EmptyDrum/stack-cubes-rlt-token-v1
RL-token autoencoder (RLT Phase 1) for the stack-cubes task. A learned
<rl> token + transformer encoder/decoder trained to reconstruct the prefix
hidden states of a frozen pi05 policy
(johannesmichalke/stack-cubes-pi05-v1 @ step 030000), so the encoder distills
the VLA's internal state into a single vector z_rl.
- Trainable: encoder + decoder +
<rl>token (~409M params) - Frozen: the pi05 backbone (not included here — reload from the policy repo)
- Demos:
johannesmichalke/stack-cubes-split - Objective: masked reconstruction MSE on the prefix embeddings
Layout
Each NNNNNN/token_ae.pt is a checkpoint at that training step
(trainable_state_dict = encoder/decoder/<rl> weights only) with a sibling
config.json describing the token config + training config.
Diagnostics (calibrated)
What holds up:
- Task phase / time is encoded clearly — t-SNE of z_rl shows a smooth start→end gradient, and reconstruction MSE is low. The AE is trained to reconstruct the prefix embeddings, so it captures whatever dominates their variance (visual/task state).
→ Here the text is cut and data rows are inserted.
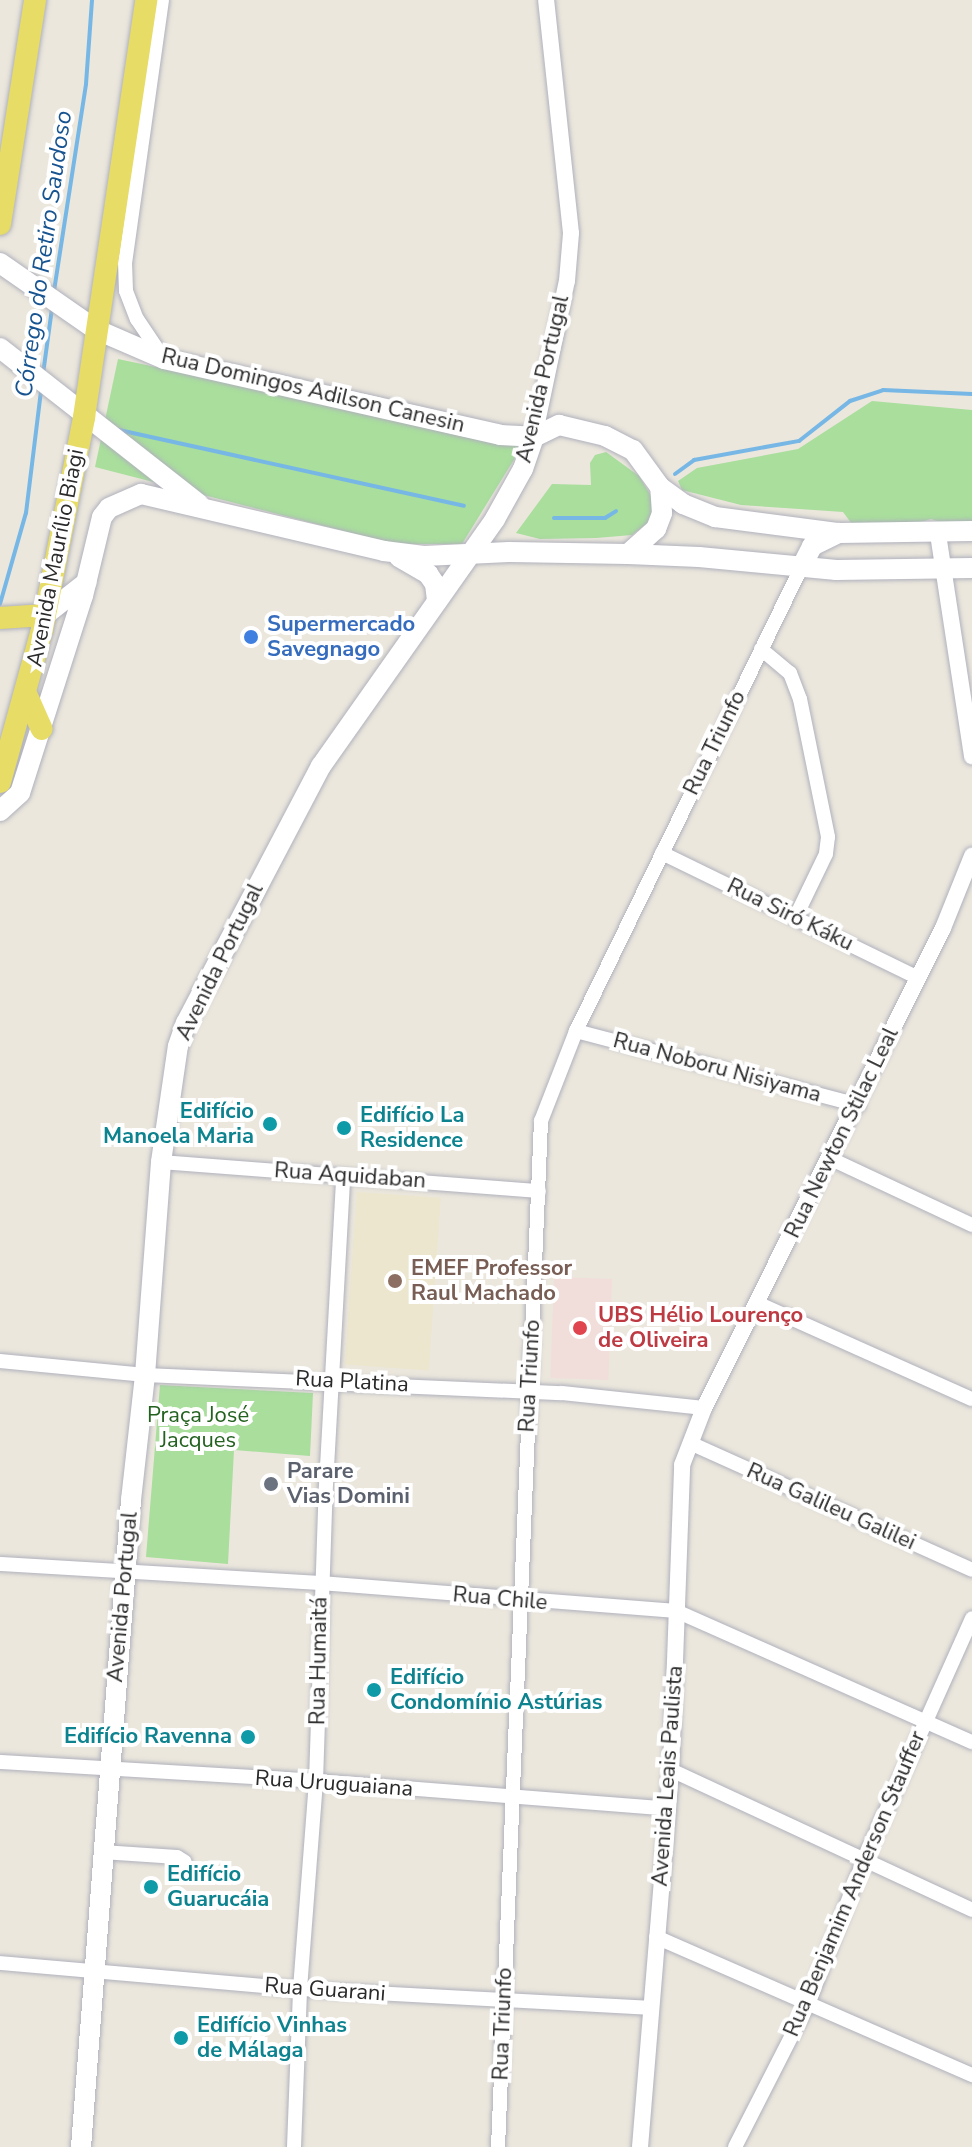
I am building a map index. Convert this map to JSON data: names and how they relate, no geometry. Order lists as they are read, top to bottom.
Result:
{
  "streets": {
    "main road": ["Avenida Portugal", "Rua Domingos Adilson Canesin", "Avenida Maurílio Biagi"],
    "street": [
      "Rua Triunfo",
      "Rua Siró Káku",
      "Rua Noboru Nisiyama",
      "Rua Newton Stilac Leal",
      "Rua Aquidaban",
      "Rua Platina",
      "Rua Galileu Galilei",
      "Rua Chile",
      "Rua Humaitá",
      "Avenida Leais Paulista",
      "Rua Uruguaiana",
      "Rua Benjamim Anderson Stauffer",
      "Rua Guarani"
    ]
  },
  "crossings": [
    ["Avenida Portugal", "Rua Domingos Adilson Canesin"],
    ["Avenida Portugal", "Rua Aquidaban"],
    ["Avenida Portugal", "Rua Platina"],
    ["Avenida Portugal", "Rua Chile"],
    ["Avenida Portugal", "Rua Uruguaiana"],
    ["Avenida Portugal", "Rua Guarani"],
    ["Rua Domingos Adilson Canesin", "Avenida Maurílio Biagi"],
    ["Rua Triunfo", "Rua Siró Káku"],
    ["Rua Triunfo", "Rua Noboru Nisiyama"],
    ["Rua Triunfo", "Rua Aquidaban"],
    ["Rua Triunfo", "Rua Platina"],
    ["Rua Triunfo", "Rua Chile"],
    ["Rua Triunfo", "Rua Uruguaiana"],
    ["Rua Triunfo", "Rua Guarani"],
    ["Rua Siró Káku", "Rua Newton Stilac Leal"],
    ["Rua Noboru Nisiyama", "Rua Newton Stilac Leal"],
    ["Rua Newton Stilac Leal", "Rua Platina"],
    ["Rua Newton Stilac Leal", "Avenida Leais Paulista"],
    ["Rua Aquidaban", "Rua Humaitá"],
    ["Rua Platina", "Rua Humaitá"],
    ["Rua Platina", "Avenida Leais Paulista"],
    ["Rua Galileu Galilei", "Avenida Leais Paulista"],
    ["Rua Chile", "Rua Humaitá"],
    ["Rua Chile", "Avenida Leais Paulista"],
    ["Rua Chile", "Rua Benjamim Anderson Stauffer"],
    ["Rua Humaitá", "Rua Uruguaiana"],
    ["Rua Humaitá", "Rua Guarani"],
    ["Avenida Leais Paulista", "Rua Uruguaiana"],
    ["Avenida Leais Paulista", "Rua Guarani"]
  ],
  "water": ["Córrego do Retiro Saudoso"],
  "parks": ["Praça José Jacques"],
  "places": [
    "Supermercado Savegnago",
    "Edifício Manoela Maria",
    "Edifício La Residence",
    "EMEF Professor Raul Machado",
    "UBS Hélio Lourenço de Oliveira",
    "Parare Vias Domini",
    "Edifício Condomínio Astúrias",
    "Edifício Ravenna",
    "Edifício Guarucáia",
    "Edifício Vinhas de Málaga"
  ]
}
- Occlusion saliency shows z_rl reads from the cube / manipulation region.
What does NOT hold up (do not overclaim):
- z_rl is a weak outcome predictor. A frame-level linear probe for
success/failure reaches only
0.66 AUC (0.70 acc vs a 0.75 majority baseline). Outcome is only weakly/late decodable (it rises over an episode), and success-vs-failure z_rl trajectories are not visibly smoother/ cleaner than each other — contrary to the original RL-token blog's claim on its task. This is expected: the objective is reconstruction, not outcome prediction.
Trained with the cached-prefix + bf16 path in Server-YAM.